The only pro that I could see to it was that it doesn't require a credit
check. You're borrowing your own money.

However, this is far outweighed by the fact that if you leave the company the
balance is due immediately. So if you borrow $10k and get fired with a $5k
balance you will immediately owe your company $5k.

------
refurb
My current role has me interacting on a regular basis with the CEO and several
VPs of a Fortune 500 company.

Now, don’t get me wrong, each of them have definite skill sets, but when it
comes to business strategy, they’re just guessing like the rest of us. Of
course their guesses are more informed than mine, but they are still guesses.

What I’ve noticed makes for a very effective senior leader is the ability to
ask the right questions - they may have little to know domain knowledge, but
they still have a good ability to smoke out a bullshit story.

------
Havoc
Interestingly enough I see a parallel to this in my family.
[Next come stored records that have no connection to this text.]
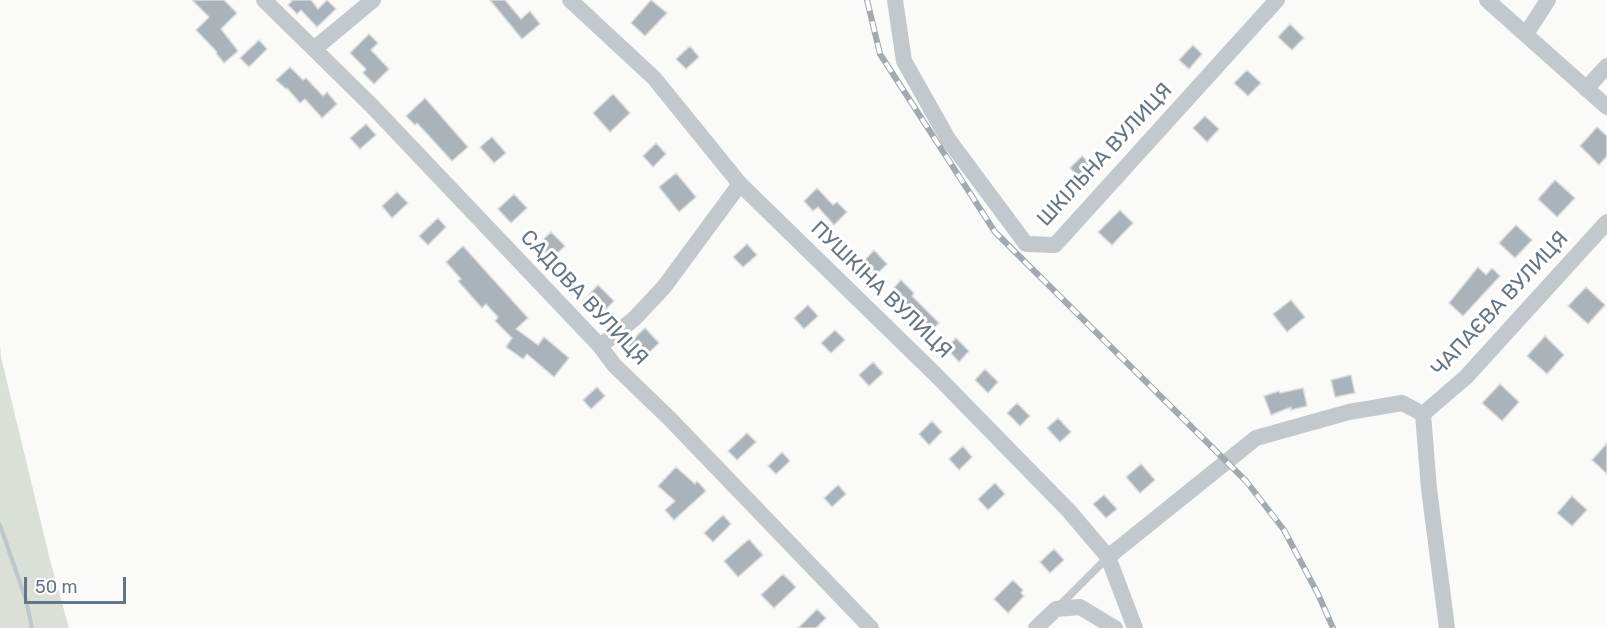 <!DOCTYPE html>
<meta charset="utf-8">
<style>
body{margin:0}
#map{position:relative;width:1607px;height:628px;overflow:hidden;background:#fafaf8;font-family:Rubik,sans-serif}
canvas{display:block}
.scale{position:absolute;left:24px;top:577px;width:102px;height:27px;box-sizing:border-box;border:3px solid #657683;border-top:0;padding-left:8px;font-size:18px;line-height:21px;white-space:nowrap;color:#657683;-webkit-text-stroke:4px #fff;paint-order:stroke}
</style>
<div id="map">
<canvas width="1607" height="628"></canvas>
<div class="scale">50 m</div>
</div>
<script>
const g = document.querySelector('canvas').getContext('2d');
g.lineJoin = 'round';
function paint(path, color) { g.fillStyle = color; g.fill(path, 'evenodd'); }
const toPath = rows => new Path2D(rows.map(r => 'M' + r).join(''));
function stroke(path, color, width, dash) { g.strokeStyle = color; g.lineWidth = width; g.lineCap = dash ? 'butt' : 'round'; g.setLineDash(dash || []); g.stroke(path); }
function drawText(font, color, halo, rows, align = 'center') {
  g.font = font + ' Rubik,sans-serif'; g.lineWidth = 6; g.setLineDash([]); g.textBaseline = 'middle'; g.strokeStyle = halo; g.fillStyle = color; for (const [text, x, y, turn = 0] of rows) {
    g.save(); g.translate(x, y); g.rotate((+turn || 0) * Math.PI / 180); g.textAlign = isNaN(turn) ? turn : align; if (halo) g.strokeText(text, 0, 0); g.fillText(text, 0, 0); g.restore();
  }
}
paint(toPath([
 [0,344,1,357,50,560,69,628,0,628]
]), '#dadfd7');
stroke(toPath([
 [0,525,26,600,32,628]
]), '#bbc7cb', 4);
const building = toPath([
 [192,0,224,0,237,13,221,29,238,51,224,63,216,53,217,52,196,30,209,17,192,0],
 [291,0,311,0,318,9,327,0,336,9,317,27,301,10,297,14,288,5,292,1,291,0],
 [490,0,505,0,521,19,530,11,540,24,522,39,490,0],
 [651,0,667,13,645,36,631,23,651,0],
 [1290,24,1304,38,1292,50,1278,37,1290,24],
 [369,34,378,43,371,50,389,69,374,84,363,73,366,69,350,53,369,34],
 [259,40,267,49,249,67,240,58,259,40],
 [1193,45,1202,54,1189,69,1179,60,1193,45],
 [690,46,699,57,686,69,676,59,690,46],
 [290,67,303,80,306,78,323,96,327,92,337,104,322,118,305,99,300,103,287,88,286,89,276,80,290,67],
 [1247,70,1261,83,1248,96,1234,83,1247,70],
 [613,94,630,113,610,132,593,113,613,94],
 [425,98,468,147,452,161,417,123,415,125,406,116,425,98],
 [1137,111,1146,120,1133,134,1123,125,1137,111],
 [1205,116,1219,129,1207,142,1193,128,1205,116],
 [366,124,376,135,360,149,350,138,366,124],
 [1597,127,1607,136,1607,156,1599,165,1580,146,1597,127],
 [492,137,506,153,494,163,480,147,492,137],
 [656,143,666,154,653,167,643,156,656,143],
 [1082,156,1096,169,1084,182,1070,168,1082,156],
 [676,173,696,197,679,212,659,187,676,173],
 [1555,180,1575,198,1557,217,1538,199,1555,180],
 [817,188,833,205,837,202,847,212,834,225,818,207,813,211,804,201,817,188],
 [397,192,408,203,392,218,382,206,397,192],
 [514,194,527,208,511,223,498,209,514,194],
 [1120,210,1133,223,1112,245,1098,232,1120,210],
 [438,218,446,227,428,245,419,236,438,218],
 [1516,225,1532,240,1515,258,1499,243,1516,225],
 [551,232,565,246,549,261,535,247,551,232],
 [747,244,757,255,743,267,733,257,747,244],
 [463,246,528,318,516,329,538,345,544,337,569,358,554,377,527,354,523,359,506,347,512,338,495,321,498,317,486,304,482,308,458,281,461,279,446,262,463,246],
 [874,250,887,264,877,274,864,261,874,250],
 [1478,267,1486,275,1492,268,1500,276,1463,316,1449,303,1478,267],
 [901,280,914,293,912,296,939,323,929,333,916,320,918,318,891,291,901,280],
 [598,285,614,301,598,317,582,302,598,285],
 [1586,287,1605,305,1588,324,1568,306,1586,287],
 [1291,300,1305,317,1287,332,1273,314,1291,300],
 [808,305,818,316,804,329,794,318,808,305],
 [645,328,659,343,641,360,627,345,645,328],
 [835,330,845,340,831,353,821,343,835,330],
 [1545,336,1564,355,1547,374,1527,356,1545,336],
 [956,338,969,351,959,362,946,348,956,338],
 [873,362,883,373,869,386,859,375,873,362],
 [985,369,998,382,988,393,975,380,985,369],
 [1351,375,1355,393,1335,397,1331,380,1351,375],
 [1500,384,1519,402,1502,421,1482,403,1500,384],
 [597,387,605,396,591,409,583,400,597,387],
 [1303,388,1307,406,1291,410,1291,407,1271,415,1264,396,1279,391,1280,393,1303,388],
 [1017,403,1030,416,1020,426,1007,413,1017,403],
 [1058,418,1071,432,1060,442,1047,428,1058,418],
 [932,421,942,432,929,445,919,434,932,421],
 [747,433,756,442,737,460,728,451,747,433],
 [1607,443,1607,474,1592,460,1607,443],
 [963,446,972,457,959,470,949,459,963,446],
 [782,452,790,461,776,474,768,466,782,452],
 [1141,464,1155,480,1140,493,1126,477,1141,464],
 [676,467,695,484,697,481,706,491,674,520,665,510,675,501,658,486,676,467],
 [995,483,1005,494,988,510,978,499,995,483],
 [838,485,846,494,832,507,824,498,838,485],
 [1104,495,1117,509,1106,518,1093,504,1104,495],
 [1572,496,1587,510,1572,526,1557,513,1572,496],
 [723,515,731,524,713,542,704,533,723,515],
 [749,539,763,555,738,577,724,561,749,539],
 [1054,549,1064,560,1050,573,1040,562,1054,549],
 [783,574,796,587,774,608,761,595,783,574],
 [1013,580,1023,590,1021,593,1024,596,1008,613,994,599,1013,580],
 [817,609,826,618,816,628,798,628,817,609]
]);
paint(building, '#aab3b9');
stroke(building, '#dcdcda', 1.5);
stroke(toPath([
 [1058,607,1108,557]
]), '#c3c8cc', 8);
stroke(toPath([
 [264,0,372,106,600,346,614,365,670,419,871,628],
 [570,0,654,78,740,184,935,374,1069,511,1108,557,1135,628],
 [895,0,904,61,948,139,1026,244,1055,245,1277,0],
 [1487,0,1607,107],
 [1526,34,1548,0],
 [314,49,373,0],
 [1586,89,1607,66],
 [600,346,634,319,664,287,740,184],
 [1108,557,1256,438,1349,412,1402,403,1423,414],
 [1036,628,1056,609,1080,607,1115,628],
 [1447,628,1429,489,1423,414,1466,377,1607,222]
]), '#c3c8cc', 16);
const rail = toPath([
 [867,0,880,54,995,232,1246,481,1284,530,1318,594,1333,628]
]);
stroke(rail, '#a2aab0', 6);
stroke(rail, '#fff', 4, [11]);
drawText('21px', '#657683', '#fff', [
 ["ШКІЛЬНА ВУЛИЦЯ",1105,155,-47],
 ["ПУШКІНА ВУЛИЦЯ",881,290,44],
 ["САДОВА ВУЛИЦЯ",584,298,47],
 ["ЧАПАЄВА ВУЛИЦЯ",1500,304,-47]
]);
</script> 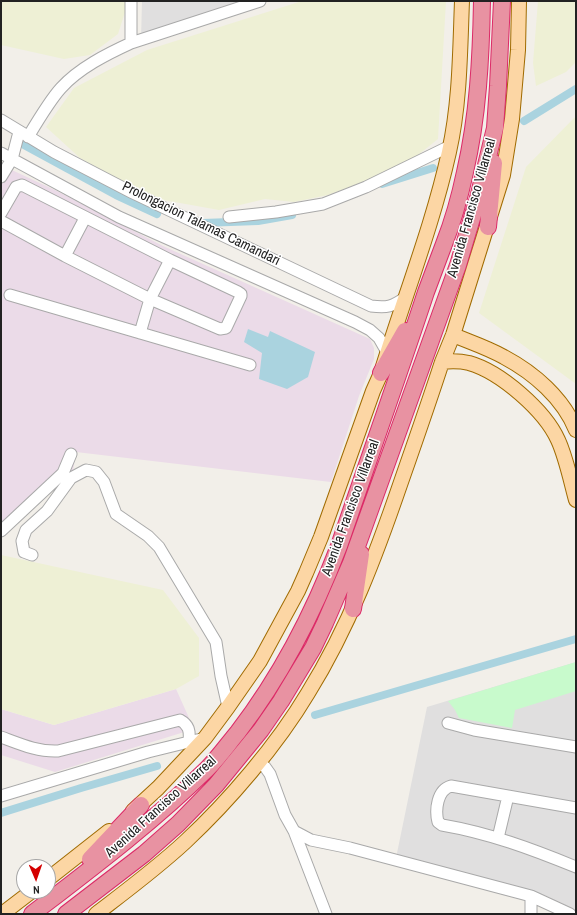 <!DOCTYPE html>
<style>
body{margin:0}
#map{position:relative;width:577px;height:915px;overflow:hidden;background:#f2efe9;font-family:"Archivo Narrow",sans-serif}
canvas{display:block}
.frame{position:absolute;inset:0;border:2px solid #222;pointer-events:none}
.north{position:absolute;left:16px;top:859px;width:40px;height:40px;box-sizing:border-box;background:#fff;border:1px solid #a7a7a7;border-radius:50%;rotate:178deg;font-size:11px;font-weight:700;line-height:16px;text-align:center;color:#222}
.north::after{content:'';display:block;margin:auto;width:14px;height:18px;background:#d40000;clip-path:polygon(50% 0,100% 100%,50% 72%,0 100%)}
</style>
<div id="map">
<canvas width="577" height="915"></canvas>
<div class="frame"></div>
<div class="north">N</div>
</div>
<script>
const ctx = document.querySelector('canvas').getContext('2d');
ctx.lineJoin = 'round';
function paint(path, color) { ctx.fillStyle = color; ctx.fill(path, 'evenodd'); }
function stroke(path, color, width, dash) { ctx.strokeStyle = color; ctx.lineWidth = width; ctx.lineCap = dash ? 'butt' : 'round'; ctx.setLineDash(dash || []); ctx.stroke(path); }
function drawText(font, color, halo, rows, align = 'center') {
  ctx.font = font + ' "Archivo Narrow",sans-serif'; ctx.lineWidth = 3; ctx.setLineDash([]); ctx.textBaseline = 'middle'; ctx.strokeStyle = halo; ctx.fillStyle = color; for (const [text, x, y, turn = 0] of rows) {
    ctx.save(); ctx.translate(x, y); ctx.rotate((+turn || 0) * Math.PI / 180); ctx.textAlign = isNaN(turn) ? turn : align; if (halo) ctx.strokeText(text, 0, 0); ctx.fillText(text, 0, 0); ctx.restore();
  }
}
const residential = new Path2D(`
 M142,1H261L141,40Z
 M576,662V910L544,895L396,858L427,707Z`);
const industrial = new Path2D(`
 M1,165L57,191L163,246L370,339L374,348V359L359,396L331,482L76,452L73,471L1,538Z
 M176,689L194,729L55,772L1,755V709L54,725Z`);
const farmland = new Path2D(`
 M1,1H126V9L118,34L90,55L64,59L1,45Z
 M302,1H446L438,139L403,167L328,195L294,202L265,199L219,210L152,198L80,158L46,127L74,88L147,50Z
 M538,1H576V62L566,72L536,86L533,63Z
 M576,116V384L479,313L526,167Z
 M1,555L163,590L199,638V676L176,689L54,725L1,709Z`);
const park = new Path2D(`
 M576,662V691L515,710L512,728L459,718L455,710L448,701Z`);
const water = new Path2D(`
 M248,329L268,337L270,331L315,352L308,377L287,389L259,379L262,353L244,342Z`);
const canal = new Path2D(`
 M524,121L576,89
 M24,145L116,195L157,214
 M382,184L433,168
 M203,223L258,221L292,215
 M315,715L576,639
 M1,813L81,788L157,766`);
const minor = new Path2D(`
 M131,1V43
 M1,120L54,152L133,193L371,306C387,308 392,307 406,297
 M28,137C37,122 50,100 61,88C79,68 107,54 131,43L260,1
 M1,153L119,217L355,322L370,330L379,338L387,352
 M1,177L12,159L19,132
 M1,213L16,187L22,185L170,260L238,292L241,294V296L226,328L220,329L150,299L65,256L1,221
 M229,217L276,212L323,204L366,187L450,146
 M65,256L85,218
 M10,295L250,365
 M140,333L150,299L170,260
 M1,531L63,473L71,454
 M32,555L24,552L22,541L26,530L47,511L71,478L86,470L96,472L104,482L116,514L148,536L159,547L216,642L221,676L228,707
 M448,723L474,730L576,747
 M1,737C20,744 38,752 58,751L180,720C189,725 190,731 189,741
 M259,762L265,767L270,774L285,815L294,831L311,840L350,848L531,896V914
 M1,796L148,752L205,738
 M576,808L451,786C437,790 435,810 438,822L442,825C489,833 532,849 576,867
 M294,831L326,914
 M498,838L508,796
 M531,896L570,914`);
const major = new Path2D(`
 M453,335C470,342 488,348 504,357C534,373 563,398 576,430
 M442,362C451,361 460,361 469,363C501,372 545,411 558,440C566,457 571,482 576,500
 M133,811L158,788L205,738L228,707L260,661L298,591L306,573L321,537L373,391L381,373C403,300 432,228 449,152C460,103 460,52 462,1
 M48,879L109,831
 M2,914L32,891
 M96,914C126,891 157,868 185,842C229,801 277,745 308,693C349,627 376,555 401,482C415,442 429,402 442,362L453,335L503,175L512,119L518,50L519,1`);
const highway = new Path2D(`
 M488,227L494,163
 M381,373L405,331
 M353,609L361,554
 M90,859L141,805
 M32,914C92,868 153,822 207,769C218,758 228,744 238,732C281,676 314,612 339,546C368,461 398,377 426,292C432,276 438,260 444,244C453,221 460,196 465,172C478,116 481,58 482,1
 M66,914L144,854L178,824L216,785L261,730L281,701L313,648L325,623L351,563L458,265L478,198L495,128L498,86L502,1`);
const streetNames = [
 ["Avenida Francisco Villarreal",472,208,-74],
 ["Prolongacion Talamas Camandari",201,224,26],
 ["Avenida Francisco Villarreal",351,508,-70],
 ["Avenida Francisco Villarreal",161,807,-42]
];
paint(residential, '#e0dfdf');
paint(industrial, '#ebdbe8');
paint(farmland, '#eef0d5');
paint(park, '#c8facc');
paint(water, '#aad3df');
stroke(canal, '#aad3df', 8);
stroke(minor, '#a9a9a9', 13);
stroke(major, '#a06b00', 16);
stroke(highway, '#dc2a67', 18);
stroke(minor, '#fff', 11);
stroke(major, '#fcd6a4', 14);
stroke(highway, '#e892a2', 16);
drawText('14px', '#222', '#fff', streetNames);
</script>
I'm the one with the high end financial education so they ask me for advice
(fair enough). Yet circumstances differ so it's invariable a case of "do as I
say, not as I do". No sister...leveraged derivatives with short DTEs aren't
for you.

...weird parallel in a microcosm sense.

------
NickNaraghi
This article could have just as easily been titled "If You Want to Go _For_
Broke, Listen to a Billionaire"

Not all startups are VC-backable; not all entrepreneurs are trying to build
massive companies. Entrepreneurs, as a microcosm of all people, have a wide
variety of values and goals.

So when the author says:

> A Better Formula For Regular Entrepreneurs

What's "better"? What's a "regular entrepreneur"? More precise language might
be something like "A formula with a higher chance of success for entrepreneurs
who value a likely moderately-positive outcome over an unlikely massively-
positive outcome."

Personally, I'm going for broke. I want to create the largest possible
positive impact that I can for humanity. VC incentives to seek unicorns may
not be aligned with all entrepreneurs, especially the "regular entrepreneurs"
above. But I think for some, the incentives and economics are aligned.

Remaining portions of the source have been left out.